Solo existe un riesgo, que el cliente asume de buen grado: la seriación. El que encarga ya es consciente de que el arquitecto escogido, en menor o mayor medida –algunos en grado superlativo– tiene un estilo, pero al cliente le gusta y está dispuesto a que su edificio pertenezca más a una serie, dentro de la evolución vital del arquitecto, que a un lugar.
No conviene generalizar, sin embargo, el volumen de encargos que recibe el puñado antes mencionado, es tal, que les obliga a ensayar soluciones parecidas para proyectos que distan miles de kilómetros entre si, porque son humanos –incluso honrados– y el talento no les da para crear propuestas absolutamente originales en cada caso. Por poner unos ejemplos, cuando al holandés Rem Koolhaas, que no es de los más prolíficos, le dieron el Pritzker el mes pasado, estaba trabajando en cuatro proyectos distintos para Estados Unidos, además de otra decena en Europa y Asia; el francés Jean Nouvel, ganador del Concurso para la ampliación del Centro Reina Sofía de Madrid, diseñó, en 1999, nueve proyectos de calibre parecido; Rafael Moneo se las ha visto, en los últimos cinco años, con diecisiete, distribuidos en tres continentes; y Santiago Calatrava firmó entre 1990 y 1996, más de cincuenta.
En el caso de Gehry y su segundo Guggenheim, el riesgo de la seriación se agudiza pero ¿acaso no pintó Goya dos veces a la misma maja?.

Arquitectos predecibles
Entre los arquitectos que se reparten la gran tarta, se distinguen dos grupos, más o menos diferenciados: los predecibles y los impredecibles, aunque sendos adjetivos no conlleven ninguna carga peyorativa. En el primer grupo se sitúan aquellos en los que el estilo, –ese término tan ambiguo, que algunos identifican con el fin de la creatividad– domina por encima del lugar, de la función y de cualquier otro determinante. Un estilo que se basa en la forma y pone a su servicio los materiales y la estructura. A este grupo pertenece Frank Gehry, que comienza a trabajar a partir de una forma escultórica y luego resuelve los problemas técnicos y funcionales, y también Santiago Calatrava, que, aún habiendo empezado a investigar a partir de la estructura, está cada día más cerca de la escultura. Ambos se sitúan en un terreno que va más allá de la arquitectura y, tal vez por no someterse a la mera disciplina arquitectónica, consiguen llegar más fácilmente al público. Su libertad, es la libertad del artista y, como consecuencia, sus obras siguen un proceso de creación que las uniforma irremediablemente, pero al mismo tiempo las identifica y las hace deseables, porque son reconocibles y mientras más reconocibles más gustan y más encargos recibe el arquitecto y así sucesivamente. En este grupo también figuran la iraquí Zaha Hadid, o los norteamericanos Peter Eisenman y Daniel Libeskind, aunque como aún no han tenido muchas oportunidades de construir, no son conocidos del público, y por tanto no son reconocibles ni, como consecuencia, deseables.

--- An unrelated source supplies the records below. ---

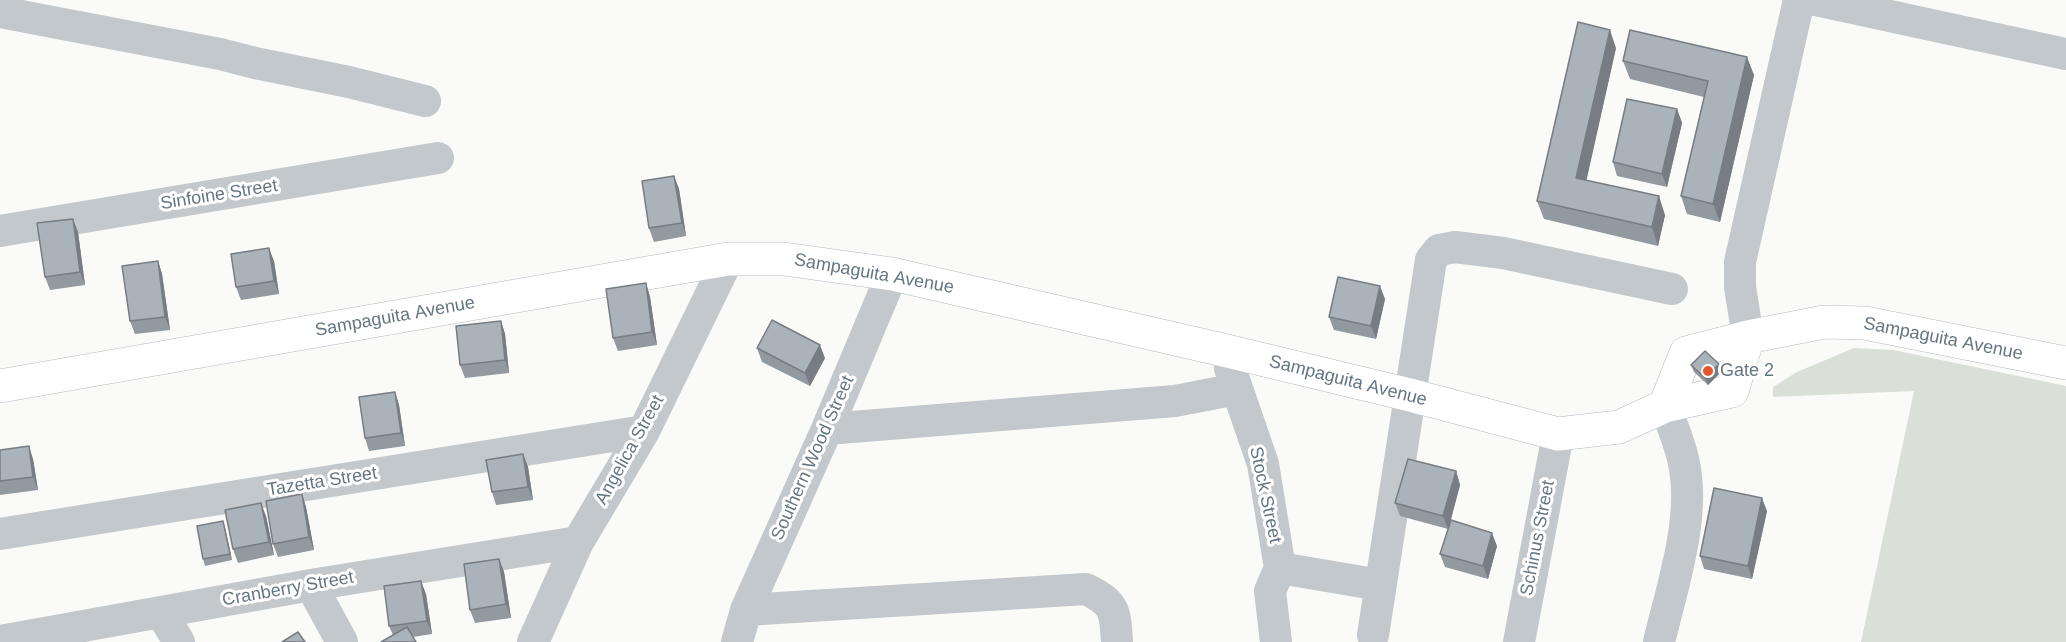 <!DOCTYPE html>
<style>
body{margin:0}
canvas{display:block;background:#fafaf8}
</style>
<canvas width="2066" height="642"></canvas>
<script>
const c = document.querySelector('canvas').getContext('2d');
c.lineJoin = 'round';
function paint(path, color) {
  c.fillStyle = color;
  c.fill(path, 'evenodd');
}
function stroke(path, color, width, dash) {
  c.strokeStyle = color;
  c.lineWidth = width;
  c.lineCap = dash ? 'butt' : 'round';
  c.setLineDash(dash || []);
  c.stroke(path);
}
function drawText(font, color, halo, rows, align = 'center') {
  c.font = font + ' Arial,sans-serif';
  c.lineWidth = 6;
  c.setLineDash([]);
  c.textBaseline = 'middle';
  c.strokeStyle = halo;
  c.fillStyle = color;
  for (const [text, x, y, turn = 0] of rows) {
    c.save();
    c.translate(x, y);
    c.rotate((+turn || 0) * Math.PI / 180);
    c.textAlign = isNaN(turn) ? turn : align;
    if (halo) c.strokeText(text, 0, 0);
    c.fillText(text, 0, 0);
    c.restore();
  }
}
paint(new Path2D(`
 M 1854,348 L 1893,350 L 2066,386 L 2066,642 L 1861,642 L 1914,391 L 1773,397 L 1773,387 L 1797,372 Z`), '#dadfd7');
const secondary = new Path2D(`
 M 0,386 L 728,259 L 784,259 L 892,274 L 1223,350 L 1410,395 L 1558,434 L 1619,427 L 1665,406 L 1732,391 L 1748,337
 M 1665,406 L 1686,353 L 1748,337 L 1824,322 L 1865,323 L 2066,363`);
stroke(secondary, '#b3babf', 34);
stroke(new Path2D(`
 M 1816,0 L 2066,54
 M 0,12 L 220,54 L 255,63 L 349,82 L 425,101
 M 0,231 L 438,158
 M 1748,337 L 1740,287 L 1740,262 L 1799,0
 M 1230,368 L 1263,464 L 1280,568 L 1270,591 L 1276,642
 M 827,429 L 1175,401 L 1237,389
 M 0,534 L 644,431
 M 1280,568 L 1380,585
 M 311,585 L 342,642
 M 746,610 L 1086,589 C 1116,604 1115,611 1117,642
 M 161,612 L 179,642
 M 1373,635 L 1431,260 L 1439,250 L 1455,247 L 1503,253 L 1672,289
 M 0,641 L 311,585 L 578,542
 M 533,642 L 578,542 L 644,431 L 728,259
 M 737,642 L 746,610 L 827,429 L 892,274
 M 1519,642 L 1558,434
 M 1659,642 C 1672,587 1697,515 1683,459 C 1679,441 1671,423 1665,406`), '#c3c8cc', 32);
stroke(secondary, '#fff', 33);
paint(new Path2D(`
 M 1616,48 L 1586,180 L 1665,215 L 1658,246 L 1544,219 L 1537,201 Z
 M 1623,61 L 1754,75 L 1720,222 L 1687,214 L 1681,196 L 1704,97 L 1630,79 Z
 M 1677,109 L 1682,123 L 1667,187 L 1617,176 L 1613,162 Z
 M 674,176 L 679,189 L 686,236 L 654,242 L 649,228 Z
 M 78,232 L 85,285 L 50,290 L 45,277 Z
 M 158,261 L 162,274 L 170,330 L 135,334 L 130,321 Z
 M 274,261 L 279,294 L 241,300 L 236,287 Z
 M 646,283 L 650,297 L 657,345 L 618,351 L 613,338 Z
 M 1385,299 L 1376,339 L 1334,330 L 1329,317 Z
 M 501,321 L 505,334 L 509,373 L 465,378 L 460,365 Z
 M 757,348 L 825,358 L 810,386 L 762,362 Z
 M 1719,364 L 1722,371 L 1708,385 L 1694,372 L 1691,365 Z
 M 395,392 L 399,405 L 405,446 L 369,451 L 365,438 Z
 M 0,450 L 33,459 L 38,490 L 0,495 Z
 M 523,454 L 528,467 L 533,500 L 496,505 L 492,492 Z
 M 1456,471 L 1460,485 L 1451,520 L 1497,546 L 1488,579 L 1445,567 L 1440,554 L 1448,529 L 1400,516 L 1395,503 Z
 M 302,494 L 306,507 L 314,550 L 278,557 L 273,544 Z
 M 1767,511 L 1752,579 L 1704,569 L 1700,556 Z
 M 266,516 L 274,555 L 238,563 L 233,549 Z
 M 225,528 L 232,560 L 205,566 L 203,559 Z
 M 499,559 L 504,572 L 511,618 L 475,623 L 470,610 Z
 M 426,594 L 432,634 L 413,637 L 393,635 L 389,626 Z`), '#929a9f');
paint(new Path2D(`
 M 1610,30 L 1616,48 L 1583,196 L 1576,178 Z
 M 1747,57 L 1754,75 L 1720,222 L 1713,204 Z
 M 1677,109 L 1682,123 L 1667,187 L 1662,174 Z
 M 674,176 L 679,189 L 686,236 L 682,223 Z
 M 1659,196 L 1665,215 L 1658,246 L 1652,227 Z
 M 73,219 L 78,232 L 85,285 L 80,272 Z
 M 269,248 L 274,261 L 279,294 L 274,281 Z
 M 158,261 L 162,274 L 170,330 L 165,317 Z
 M 646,283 L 650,297 L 657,345 L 652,332 Z
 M 1380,286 L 1385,299 L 1376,339 L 1371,326 Z
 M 501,321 L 505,334 L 509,373 L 505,360 Z
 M 820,345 L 825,358 L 810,386 L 805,373 Z
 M 1719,364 L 1722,371 L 1708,385 L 1705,378 Z
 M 395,392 L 399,405 L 405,446 L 401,433 Z
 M 29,446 L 33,459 L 38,490 L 33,477 Z
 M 523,454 L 528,467 L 533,500 L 528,487 Z
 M 1456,471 L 1460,485 L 1448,529 L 1443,516 Z
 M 302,494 L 306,507 L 314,550 L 309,537 Z
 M 1762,498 L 1767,511 L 1752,579 L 1748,566 Z
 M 261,503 L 266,516 L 274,555 L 269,542 Z
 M 223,521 L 225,528 L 232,560 L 230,554 Z
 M 1492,533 L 1497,546 L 1488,579 L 1483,566 Z
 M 499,559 L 504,572 L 511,618 L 506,604 Z
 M 421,581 L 426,594 L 432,634 L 427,621 Z`), '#777d82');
const building = new Path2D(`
 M 1578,22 L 1610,30 L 1576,178 L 1659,196 L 1652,227 L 1537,201 Z
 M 1630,30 L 1747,57 L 1713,204 L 1681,196 L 1708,81 L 1623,61 Z
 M 1627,99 L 1677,109 L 1662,174 L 1613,162 Z
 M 674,176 L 682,223 L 649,228 L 642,181 Z
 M 73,219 L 80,272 L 45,277 L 37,223 Z
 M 269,248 L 274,281 L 236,287 L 231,254 Z
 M 158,261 L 165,317 L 130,321 L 122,266 Z
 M 1338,277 L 1380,286 L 1371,326 L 1329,317 Z
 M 646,283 L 652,332 L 613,338 L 606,289 Z
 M 772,320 L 820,345 L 805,373 L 757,348 Z
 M 501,321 L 505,360 L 460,365 L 456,326 Z
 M 1705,351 L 1719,364 L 1705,378 L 1691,365 Z
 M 395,392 L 401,433 L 365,438 L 359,397 Z
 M 29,446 L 33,477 L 0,481 L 0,450 Z
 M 523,454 L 528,487 L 492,492 L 486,460 Z
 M 1408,459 L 1456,471 L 1443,516 L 1395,503 Z
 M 1714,488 L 1762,498 L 1748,566 L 1700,556 Z
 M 302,494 L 309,537 L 273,544 L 266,501 Z
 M 261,503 L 269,542 L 233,549 L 225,510 Z
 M 1451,520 L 1492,533 L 1483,566 L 1440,554 Z
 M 223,521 L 230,554 L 203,559 L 197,526 Z
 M 499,559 L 506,604 L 470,610 L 464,564 Z
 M 421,581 L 427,621 L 389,626 L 384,586 Z
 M 407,627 L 416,642 L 381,642 Z
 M 298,632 L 305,642 L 282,642 Z`);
paint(building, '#aab3b9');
stroke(building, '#777d82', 1.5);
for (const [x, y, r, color] of [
 [1708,371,6,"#e4572e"]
]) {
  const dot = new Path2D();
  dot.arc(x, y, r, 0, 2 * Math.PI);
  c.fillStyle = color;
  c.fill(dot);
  stroke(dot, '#fff', 2);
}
drawText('18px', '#657683', '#fff', [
 ["Sinfoine Street",219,195,-9],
 ["Sampaguita Avenue",874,274,10],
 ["Sampaguita Avenue",395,317,-10],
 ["Sampaguita Avenue",1943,339,11],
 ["Sampaguita Avenue",1348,381,14],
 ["Angelica Street",630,450,-61],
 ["Southern Wood Street",813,458,-66],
 ["Tazetta Street",322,482,-9],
 ["Stock Street",1265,495,78],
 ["Schinus Street",1538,538,-79],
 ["Cranberry Street",288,589,-10]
]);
drawText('18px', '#657683', '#fff', [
 ["Gate 2",1720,371]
], 'left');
</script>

En el grupo de los impredecibles, que es más amplio, aunque menos admirado por el ciudadano, destacan Rafael Moneo, que hace esfuerzos inimaginables por mantenerse dentro de la disciplina arquitectónica y dar una respuesta única a cada encargo, aunque no siempre lo consiga; Norman Foster, el mas experimentado en todas las plazas y siempre al servicio del programa; el italiano Renzo Piano, que es capaz de crear hitos arquitectónicos como el Centro Pompidou, en París, el Centro Cultural de Nueva Caledonia, o el aeropuerto de Kansai, en Japón, sin que le desfallezca el talento y algunos otros como Rem Koolhaas, Jean Nouvel, o Peter Zumthor que, además de buenos arquitectos, siguen sorprendiendo con cada proyecto.